A Framework for Robust Lossy Compression of Heavy-Tailed Sources

We study the rate-distortion problem for both scalar and vector memoryless heavy-tailed $α$-stable sources ($0 < α< 2$). Using a recently defined notion of ``strength" as a power measure, we derive the rate-distortion function for $α$-stable sources subject to a constraint on the strength of the error and show it to be logarithmic in the strength-to-distortion ratio. We show how our framework paves the way for finding optimal quantizers for $α$-stable sources and other general heavy-tailed ones. In addition, we study high-rate scalar quantizers and show that uniform ones are asymptotically optimal under the error-strength distortion measure. We compare uniform Gaussian and Cauchy quantizers and show that more representation points for the Cauchy source are required to guarantee the same quantization quality. Our findings generalize the well-known results of rate-distortion and quantization of Gaussian sources ($α= 2$) under a quadratic distortion measure.

💡 Research Summary

The paper tackles the fundamental rate‑distortion problem for memoryless sources whose distributions are heavy‑tailed α‑stable with stability parameter 0 < α < 2. Because such distributions have infinite second moments, the classic mean‑square‑error (MSE) distortion is inappropriate. The authors therefore adopt a recently introduced “strength” (also called α‑power) as the distortion measure. Strength is defined via an infimum over scaling factors that make the relative entropy between the source and a reference α‑stable distribution equal to the entropy of the reference. For α = 2 the strength reduces to the usual standard deviation, and for α = 1 it coincides with a logarithmic expectation characteristic of the Cauchy law.

Using this distortion metric, the authors derive the exact rate‑distortion function for any symmetric α‑stable source. The key insight is that α‑stable distributions maximize differential entropy under a strength constraint, mirroring the well‑known Gaussian‑maximum‑entropy property under a variance constraint. Consequently, the information‑theoretic rate‑distortion function R_I(D) equals the operational rate‑distortion function R(D), and both are given by a simple logarithmic expression:

 R(D) = ½ log₂ (C · D⁻¹),

where the constant C depends only on α and the definition of strength. This formula smoothly interpolates between the Gaussian case (α = 2) and the Cauchy case (α = 1). The result is extended to vector sources, covering both independent‑identically‑distributed (i.i.d.) α‑stable vectors and sub‑Gaussian α‑stable vectors (obtained by scaling a Gaussian vector with a positive α‑stable scalar). In all cases the same logarithmic relationship holds, reflecting the linear scaling of strength with dimension.

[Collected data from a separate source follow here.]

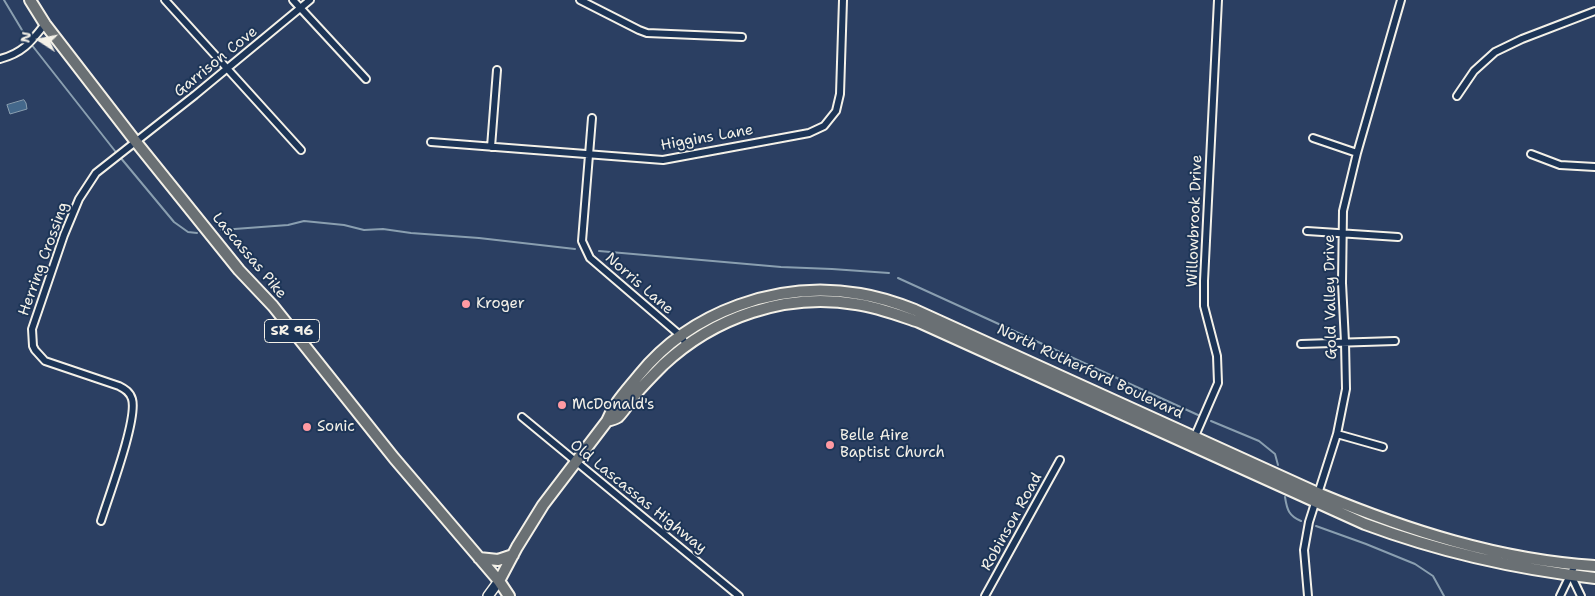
<!DOCTYPE html>
<html>
<head>
<meta charset="utf-8">
<style>
	body { margin:0 }
	#map { position:relative; width:1595px; height:596px; overflow:hidden; background:#2b3f62; font-family:"Shantell Sans",sans-serif }
	canvas { display:block }
	.north { position:absolute; left:15px; top:15px; width:50px; height:50px; -webkit-text-stroke:4px #1d3557; paint-order:stroke; rotate:281deg; font-size:14px; font-weight:700; line-height:20px; text-align:center; color:#f4f1e8 }
	.north::after { content:''; display:block; margin:auto; width:18px; height:22px; background:#f4f1e8; clip-path:polygon(50% 0,100% 100%,50% 72%,0 100%) }
</style>
</head>
<body>
<div id="map">
<canvas width="1595" height="596"></canvas>
<div class="north">N</div>
</div>
<script>
const context = document.querySelector('canvas').getContext('2d');
context.lineJoin = 'round';
function paint(path, color) { context.fillStyle = color; context.fill(path, 'evenodd'); }
function strokePath(path, color, width, dash) { context.strokeStyle = color; context.lineWidth = width; context.lineCap = dash ? 'butt' : 'round'; context.setLineDash(dash || []); context.stroke(path); }
function drawText(font, color, halo, rows, align = 'center') {
  context.font = font + ' "Shantell Sans",sans-serif'; context.lineWidth = 4; context.setLineDash([]); context.textBaseline = 'middle'; context.strokeStyle = halo; context.fillStyle = color; for (const [text, x, y, turn = 0] of rows) {
    context.save(); context.translate(x, y); context.rotate((+turn || 0) * Math.PI / 180); context.textAlign = isNaN(turn) ? turn : align; if (halo) context.strokeText(text, 0, 0); context.fillText(text, 0, 0); context.restore();
  }
}
const water = new Path2D(`
	M24,100L26,103L27,109L10,114L7,105Z`);
paint(water, '#44688b');
strokePath(water, '#8a9fb0', 1);
strokePath(new Path2D(`
	M4,0L28,40
	M31,44L115,151L174,222L188,232L197,233
	M221,230L288,225L304,221L344,225L364,230L383,229L411,233L479,238L575,249
	M599,251L781,267L832,269L889,273
	M898,278L1198,415
	M1211,421L1259,441L1275,454L1278,465
	M1285,497C1287,510 1289,516 1301,521
	M1316,526L1366,544L1415,564L1433,576L1444,596`), '#8a9fb0', 2);
const street = new Path2D(`
	M165,0L301,150
	M293,0L366,79
	M580,0L639,30L647,33L742,37
	M0,59C23,53 31,42 45,24
	M1457,96L1474,71L1495,52L1522,39L1595,11
	M592,118L582,241L590,258L681,336L687,346
	M1313,138L1357,153
	M431,142L663,160L809,133L824,126L836,111L840,94L843,0
	M491,147L497,70
	M1531,154L1560,165L1595,167
	M1307,231L1398,237
	M1301,344L1395,341
	M522,417L739,596
	M1337,434L1383,447
	M1195,436L1218,383L1217,356L1204,306V281L1218,0
	M101,521C108,498 138,419 132,399C130,392 125,389 119,386L45,361L35,350L33,346L32,329L64,235L79,199L96,173L195,95L310,0
	M1571,575L1581,596
	M985,596L1060,460
	M1308,596L1304,550L1309,522L1337,434L1346,389L1345,342L1342,283L1343,211L1357,153L1401,0
	M1560,596L1575,565`);
const secondary = new Path2D(`
	M488,596L499,581`);
const primary = new Path2D(`
	M30,0L45,24L136,142L239,270L273,306L394,458L499,581L509,596
	M607,421C611,420 615,419 618,417C624,411 629,403 634,396C643,385 653,375 663,365C714,317 786,292 856,304C878,307 898,315 919,322L1365,524C1440,552 1516,569 1595,578
	M479,558L498,560L513,555
	M499,581L517,547L543,505L607,421C614,403 627,390 639,375C691,311 779,280 860,294C879,297 897,303 915,310L1320,494C1407,530 1499,560 1595,566`);
strokePath(street, '#f4f1e8', 10);
strokePath(secondary, '#f4f1e8', 12);
strokePath(primary, '#f4f1e8', 14);
strokePath(street, '#1d3557', 6);
strokePath(secondary, '#1d3557', 9);
strokePath(primary, '#6a7074', 10);
for (const [x, y, r, color] of [
	[466,304,5,"#ff9aa2"],
	[562,405,5,"#ff9aa2"],
	[307,427,5,"#ff9aa2"],
	[830,445,5,"#ff9aa2"]
]) { const dot = new Path2D(); dot.arc(x, y, r, 0, 2 * Math.PI); context.fillStyle = color; context.fill(dot); strokePath(dot, '#1d3557', 2); }
for (const [x, y, w] of [
	[292,331,55]
]) { const box = new Path2D(); box.roundRect(x - w / 2, y - 11.5, w, 23, 4); context.fillStyle = '#1d3557'; context.fill(box); strokePath(box, '#f4f1e8', 1); }
drawText('bold 14px', '#f4f1e8', null, [
	["SR 96",292,331]
]);
drawText('15px', '#f4f1e8', '#1d3557', [
	["Garrison Cove",216,62,-39],
	["Higgins Lane",707,138,-10],
	["Willowbrook Drive",1195,221,-88],
	["Lascassas Pike",249,256,50],
	["Herring Crossing",44,259,-70],
	["Norris Lane",639,284,41],
	["Gold Valley Drive",1331,297,-91],
	["North Rutherford Boulevard",1090,372,25],
	["Old Lascassas Highway",638,497,39],
	["Robinson Road",1012,522,-61]
]);
drawText('15px', '#f4f1e8', '#1d3557', [
	["Kroger",476,304],
	["McDonald's",572,405],
	["Sonic",317,427],
	["Belle Aire",840,436],
	["Baptist Church",840,453]
], 'left');
</script>
</body>
</html>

The paper then turns to quantization. In the high‑rate regime, the authors analyze scalar quantizers under the strength‑distortion measure. By applying the classic high‑rate analysis (cell‑width Δ versus number of representation points M) and substituting the strength‑based distortion, they show that uniform quantizers are asymptotically optimal. The optimal cell width satisfies Δ ≈ D · M^(−1/α), leading to the same logarithmic rate‑distortion trade‑off derived earlier. A Lagrangian optimization for non‑uniform quantizers yields the same solution, confirming that non‑uniform designs offer no advantage at high rates when strength is the distortion metric.

To illustrate practical implications, the authors compare Cauchy (α = 1) and Gaussian (α = 2) sources. For a fixed distortion level D, the Cauchy source requires roughly twice as many quantization points as the Gaussian source to achieve the same quality, reflecting the heavier tails and higher probability of large deviations. They also present an algorithm for constructing a strength‑optimal quantizer: starting from the strength constraint, they iteratively adjust quantization thresholds to match the target distortion while minimizing the entropy of the quantized output. Applying this algorithm to a Cauchy source in a communication scenario with additive Cauchy noise yields higher achievable transmission rates than using a conventional Gaussian quantizer with the same power budget.

The paper concludes by positioning symmetric α‑stable distributions as the natural benchmark for heavy‑tailed data, analogous to the Gaussian benchmark for finite‑variance data. It highlights that the strength‑based framework provides a unified, mathematically tractable approach to both rate‑distortion theory and quantizer design for heavy‑tailed sources. Future work is suggested on extending the analysis to asymmetric α‑stable laws, dependent multivariate structures, and real‑world applications such as compression of neural network weights, which have been empirically shown to exhibit heavy‑tailed statistics.